- Prompt: Retype only what runs from the first line of the records to the line with "solid #fff;border-radius:50%;background:#1a73e8;box-shadow:0 0", inclusive, and no pictures.
════
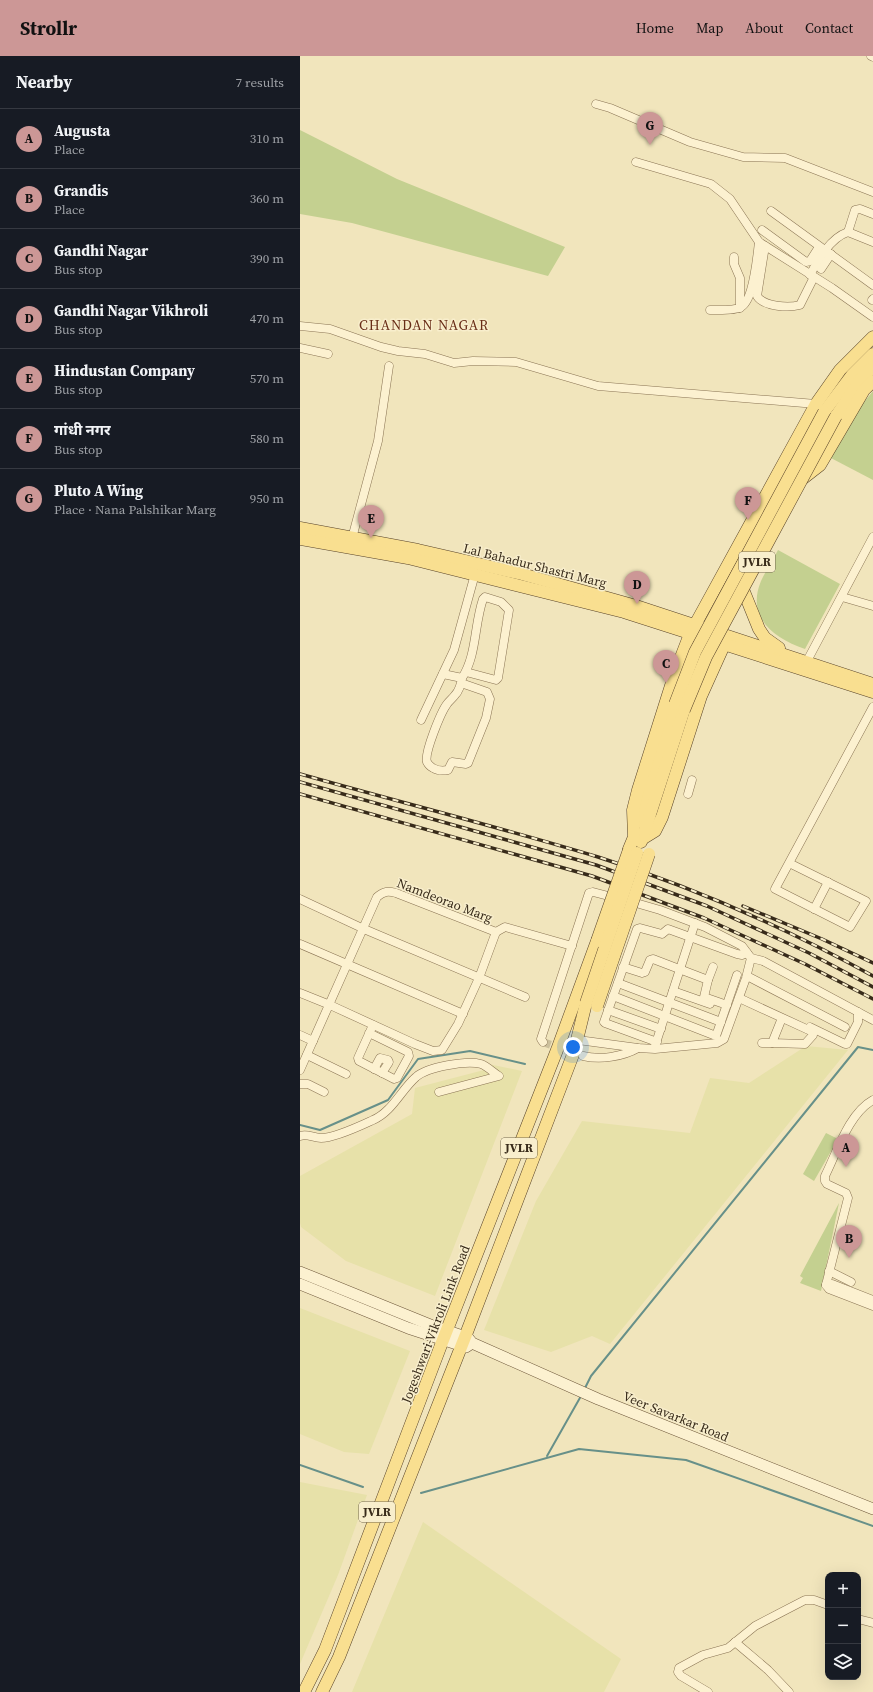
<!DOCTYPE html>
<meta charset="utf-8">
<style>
:root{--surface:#171b24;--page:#242831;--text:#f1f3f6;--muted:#9ea1a6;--line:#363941;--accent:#cc9796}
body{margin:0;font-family:"Source Serif 4","Noto Sans Devanagari",serif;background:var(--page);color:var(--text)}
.controls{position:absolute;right:12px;bottom:12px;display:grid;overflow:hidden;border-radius:8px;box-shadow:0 4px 16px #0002}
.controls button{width:36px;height:36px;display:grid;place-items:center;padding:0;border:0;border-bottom:1px solid var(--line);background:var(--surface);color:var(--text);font:20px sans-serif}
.you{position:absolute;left:273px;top:991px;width:14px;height:14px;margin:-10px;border:3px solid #fff;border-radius:50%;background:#1a73e8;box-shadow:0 0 0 6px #1a73e833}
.badge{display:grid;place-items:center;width:26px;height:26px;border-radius:50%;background:var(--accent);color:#111;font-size:13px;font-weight:700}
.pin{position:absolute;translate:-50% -33px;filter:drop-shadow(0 1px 2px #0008)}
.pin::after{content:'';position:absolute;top:21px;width:14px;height:12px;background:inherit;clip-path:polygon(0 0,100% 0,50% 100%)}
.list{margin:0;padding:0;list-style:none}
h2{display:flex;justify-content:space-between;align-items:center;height:52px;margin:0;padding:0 16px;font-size:17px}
h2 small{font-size:13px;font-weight:400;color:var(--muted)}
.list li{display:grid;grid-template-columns:26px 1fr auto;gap:12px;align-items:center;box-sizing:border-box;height:60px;padding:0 16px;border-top:1px solid var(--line)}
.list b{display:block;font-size:15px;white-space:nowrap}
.list p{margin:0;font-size:13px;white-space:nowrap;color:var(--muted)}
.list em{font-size:13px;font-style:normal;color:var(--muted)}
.icon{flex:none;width:22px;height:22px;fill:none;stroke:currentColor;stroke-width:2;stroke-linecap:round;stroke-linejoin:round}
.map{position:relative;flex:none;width:573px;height:1636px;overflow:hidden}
header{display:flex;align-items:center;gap:24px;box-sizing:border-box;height:56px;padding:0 20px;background:var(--accent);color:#111}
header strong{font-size:19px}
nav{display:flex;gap:22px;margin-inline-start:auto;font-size:14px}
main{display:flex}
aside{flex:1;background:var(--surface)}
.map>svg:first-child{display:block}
</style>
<header>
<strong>Strollr</strong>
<nav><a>Home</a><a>Map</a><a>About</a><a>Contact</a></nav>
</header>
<main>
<aside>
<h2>Nearby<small>7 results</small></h2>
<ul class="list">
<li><span class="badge">A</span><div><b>Augusta</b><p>Place</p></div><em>310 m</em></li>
<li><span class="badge">B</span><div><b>Grandis</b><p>Place</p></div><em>360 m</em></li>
<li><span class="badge">C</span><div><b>Gandhi Nagar</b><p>Bus stop</p></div><em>390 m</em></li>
<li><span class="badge">D</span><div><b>Gandhi Nagar Vikhroli</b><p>Bus stop</p></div><em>470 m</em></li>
<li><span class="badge">E</span><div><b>Hindustan Company</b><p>Bus stop</p></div><em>570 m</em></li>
<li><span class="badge">F</span><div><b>गांधी नगर</b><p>Bus stop</p></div><em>580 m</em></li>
<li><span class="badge">G</span><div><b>Pluto A Wing</b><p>Place · Nana Palshikar Marg</p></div><em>950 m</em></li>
</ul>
</aside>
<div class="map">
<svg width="573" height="1636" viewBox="0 0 573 1636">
<rect width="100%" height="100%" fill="#f1e5bc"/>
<!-- farmland -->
<g fill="#e7e1a9">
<polygon points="506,990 548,994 310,1288 292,1280 251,1296 184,1274 236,1145 282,1065 390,1077 410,1022 449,1027"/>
<polygon points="188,1008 222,1015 135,1240 46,1205 1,1171 0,1167 0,1120 112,1058 115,1032 184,1014"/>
<polygon points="0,1252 110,1295 69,1398 44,1396 0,1378"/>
<polygon points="0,1426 67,1439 38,1519 0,1608"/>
<polygon points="123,1466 321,1603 304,1636 52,1636"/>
</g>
<!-- green -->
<g fill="#c4d090">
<polygon points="0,74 97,123 265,191 248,220 52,167 0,158"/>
<polygon points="573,335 573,424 529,401 560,351"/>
<path d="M478,494L540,528L505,593C473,582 446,561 461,525C466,514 473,504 478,494Z"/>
<polygon points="526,1077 538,1083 514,1125 503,1118"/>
<polygon points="539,1147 521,1235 500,1227 503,1222 500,1220"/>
</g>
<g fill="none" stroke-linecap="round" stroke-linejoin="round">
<!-- stream -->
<g stroke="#679089" stroke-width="2">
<polyline points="0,1069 20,1074 88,1044 118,1003 170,995 225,1008"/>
<polyline points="285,1332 291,1320 558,991 573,994"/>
<polyline points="247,1400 281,1340"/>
<polyline points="0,1409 63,1431"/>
<polyline points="121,1437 279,1393 386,1404 573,1470"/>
</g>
<!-- street-tunnel -->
<polyline stroke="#ccc09c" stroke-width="8" stroke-dasharray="8 4" stroke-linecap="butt" points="243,986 278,999"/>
<!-- street casing -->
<g stroke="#8a7454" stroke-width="9">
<g id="street">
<polyline points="571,0 573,1"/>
<polyline points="296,48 310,52 390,86 443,101 485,102 573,136"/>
<polyline points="336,106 411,128 430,143 459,186 532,232 573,261"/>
<polyline points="471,155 573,229"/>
<polyline points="573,158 560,153 555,154 548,176 573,186"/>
<polyline points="462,174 506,206 510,205 519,191"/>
<path d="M465,190L457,240C464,251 489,252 500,249L514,221"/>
<polyline points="434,201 434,208 440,222 440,252"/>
<polyline points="521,213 531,198"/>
<path d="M510,219C518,204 530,182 548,176"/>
<polyline points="572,244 573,243"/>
<path d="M410,254C417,254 435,255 441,251C454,244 457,201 459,186"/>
<polyline points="0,270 30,273 81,291 98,295 125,298 154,307 173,305 216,306 298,330 516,348"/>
<polyline points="0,292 28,298"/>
<polyline points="51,486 78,385 89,310"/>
<polyline points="542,541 573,550"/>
<polyline points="507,605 573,481"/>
<path d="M143,618L162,622C161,628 159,635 155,639C153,642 149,645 147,648C141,656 124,697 127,706C128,708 131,711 133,712C138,715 143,715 148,714L152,706L166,708L168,707L186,662L190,643L187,636L161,627"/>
<path d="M162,622C177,599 174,569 183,543L185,541L201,546L209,554L198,622L196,624L166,616"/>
<polyline points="121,664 154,594 175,518"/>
<polyline points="388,738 392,724"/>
<polyline points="489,807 566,845 550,871 475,833 573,651"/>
<polyline points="0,843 64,873 225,941"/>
<polyline points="329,845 360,854 405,871 442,890 451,902 463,905 573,964"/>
<polyline points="514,853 528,826"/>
<polyline points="0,888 163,958"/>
<polyline points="323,911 342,917 345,916 350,904 353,903 408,924 404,941 427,949"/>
<polyline points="447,920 545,971"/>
<polyline points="408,924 413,911"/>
<polyline points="318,927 421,966"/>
<polyline points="373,935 410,948"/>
<polyline points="0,937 30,949 115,988 133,995 142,994 158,968 179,922 196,876"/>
<polyline points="313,940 416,980 437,919"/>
<polyline points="439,942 513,976 513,979 505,988 472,987 482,962"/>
<polyline points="308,954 361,973"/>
<polyline points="510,971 545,988 547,988 558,966 558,956"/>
<polyline points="69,977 108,996 109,1000 97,1022 94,1023 59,1005 58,1002 73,969"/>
<polyline points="0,979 13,985"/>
<polyline points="278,984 338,992 355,993 417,987 424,983 446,922 451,902"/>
<polyline points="243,986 241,983 289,837 293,836 316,842"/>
<polyline points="357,986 305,967 304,966 337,873 340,872 362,878 368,873 437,898 442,899 447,897"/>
<polyline points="462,987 472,987"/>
<polyline points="355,990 395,867"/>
<polyline points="7,999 46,1018"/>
<path d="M283,1000C300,1004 322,1001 338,992"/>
<polyline points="74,1013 80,1002 88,1004 89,1006 82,1017"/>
<path d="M0,1014L77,841C84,835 88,835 96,837L196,876L205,871L272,890"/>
<polyline points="0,1028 8,1028 24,1036"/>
<path d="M0,1080C7,1077 13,1082 21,1082C35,1082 60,1070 73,1064C92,1056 101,1034 116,1021C127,1011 167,1004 181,1008C187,1010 194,1017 199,1020L139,1036"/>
<polyline points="529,1215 551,1226"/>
<path d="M526,1229L548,1142L546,1137L527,1128L525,1125V1120C537,1096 549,1057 573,1044"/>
<polyline points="573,1244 532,1228 526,1229 529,1233 573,1250"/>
<polyline points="558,1563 573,1567"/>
<polyline points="435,1586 468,1614 489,1636"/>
<polyline points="408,1636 381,1620 378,1616 379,1612 403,1599 428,1592 455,1570 505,1544 514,1544 528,1549"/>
</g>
</g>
<!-- secondary casing -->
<g stroke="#6c5538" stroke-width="12">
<g id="secondary">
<polyline points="0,1216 133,1270 168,1282 172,1287 298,1343 573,1453"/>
<polyline points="0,1228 108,1272 166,1291 169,1289"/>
</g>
</g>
<!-- primary casing -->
<g stroke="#574229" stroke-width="13">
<g id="primary">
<polyline points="524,356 552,319 573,298"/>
<polyline points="536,360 563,320 573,311"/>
<polyline points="502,423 520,409 564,334 573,325"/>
<polyline points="0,472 118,494 222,518 336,550 573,628"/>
<polyline points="0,483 108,502 324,556 573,636"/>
<polyline points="440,526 459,573 465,582 479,592"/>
<polyline points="338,766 375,648"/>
<polyline points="342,783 355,775 362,761 401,640 424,589 424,581"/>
<polyline points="341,786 384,654"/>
<polyline points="329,793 334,781 333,754 338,734 375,617 390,578 516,348 540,314 573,281"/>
<polyline points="4,1636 25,1594 141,1289 257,994 297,885"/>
<polyline points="22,1636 39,1601 165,1281 274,996 286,947"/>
</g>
</g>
<!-- street -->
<use href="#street" stroke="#fcf1d0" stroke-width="8"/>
<!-- secondary -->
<use href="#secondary" stroke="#fcf1d0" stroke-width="11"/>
<!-- primary -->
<use href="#primary" stroke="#f9df90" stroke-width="12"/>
<!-- rail casing -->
<g stroke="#382b1a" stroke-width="3.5">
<g id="rail">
<path d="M0,718C99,746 199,771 298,801C393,831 486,872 573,920"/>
<polyline points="0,726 296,809 407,850 509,897 573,931"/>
<polyline points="0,738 292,820 404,862 505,908 573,943"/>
<polyline points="443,850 522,883 573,907"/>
</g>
</g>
<!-- rail -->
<use href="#rail" stroke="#f8eecc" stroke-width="2" stroke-dasharray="6" stroke-linecap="butt"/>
<!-- primary-bridge casing -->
<g stroke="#574229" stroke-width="13" stroke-linecap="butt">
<g id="primary-bridge">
<polyline points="375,648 395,596 524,356"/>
<polyline points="384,654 406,601 536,360"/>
<polyline points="297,885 329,794"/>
<polyline points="286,947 337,797"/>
<polyline points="297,950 349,798"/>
</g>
</g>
<!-- primary-bridge -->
<use href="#primary-bridge" stroke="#f9df90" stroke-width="12"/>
</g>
<g text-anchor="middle" stroke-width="3" stroke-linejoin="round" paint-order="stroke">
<!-- shield labels -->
<g fill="#f8eecc" stroke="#72664f" stroke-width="1">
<rect x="439" y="496" width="36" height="20" rx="3"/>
<rect x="201" y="1082" width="36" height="20" rx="3"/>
<rect x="59" y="1446" width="36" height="20" rx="3"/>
</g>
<g font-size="12" font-weight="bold" fill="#382b1a">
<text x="457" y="510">JVLR</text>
<text x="219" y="1096">JVLR</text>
<text x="77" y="1460">JVLR</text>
</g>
<!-- street labels -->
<g font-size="13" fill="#382b1a" stroke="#f8eecc">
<text transform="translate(235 509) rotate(14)" y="5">Lal Bahadur Shastri Marg</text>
<text transform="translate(145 844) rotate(21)" y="5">Namdeorao Marg</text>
<text transform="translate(135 1268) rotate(-69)" y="5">Jogeshwari-Vikroli Link Road</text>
<text transform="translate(376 1360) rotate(22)" y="5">Veer Savarkar Road</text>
</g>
<!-- neighbourhood labels -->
<g font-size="14" letter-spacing="1" fill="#682d16" stroke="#f8eecc">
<text x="124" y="274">CHANDAN NAGAR</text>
</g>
</g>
</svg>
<div class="controls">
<button>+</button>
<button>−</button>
<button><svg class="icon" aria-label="layers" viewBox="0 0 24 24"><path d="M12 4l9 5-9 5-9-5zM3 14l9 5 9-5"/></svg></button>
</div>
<div class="you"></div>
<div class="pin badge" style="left:546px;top:1111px">A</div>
<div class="pin badge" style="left:549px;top:1202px">B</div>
<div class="pin badge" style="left:366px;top:627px">C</div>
<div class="pin badge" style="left:337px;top:548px">D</div>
<div class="pin badge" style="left:71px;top:482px">E</div>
<div class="pin badge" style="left:448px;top:464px">F</div>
<div class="pin badge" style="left:350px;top:89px">G</div>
</div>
</main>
════
- Output of the exercise:
<!DOCTYPE html>
<meta charset="utf-8">
<style>
:root{--surface:#171b24;--page:#242831;--text:#f1f3f6;--muted:#9ea1a6;--line:#363941;--accent:#cc9796}
body{margin:0;font-family:"Source Serif 4","Noto Sans Devanagari",serif;background:var(--page);color:var(--text)}
.controls{position:absolute;right:12px;bottom:12px;display:grid;overflow:hidden;border-radius:8px;box-shadow:0 4px 16px #0002}
.controls button{width:36px;height:36px;display:grid;place-items:center;padding:0;border:0;border-bottom:1px solid var(--line);background:var(--surface);color:var(--text);font:20px sans-serif}
.you{position:absolute;left:273px;top:991px;width:14px;height:14px;margin:-10px;border:3px solid #fff;border-radius:50%;background:#1a73e8;box-shadow:0 0 0 6px #1a73e833}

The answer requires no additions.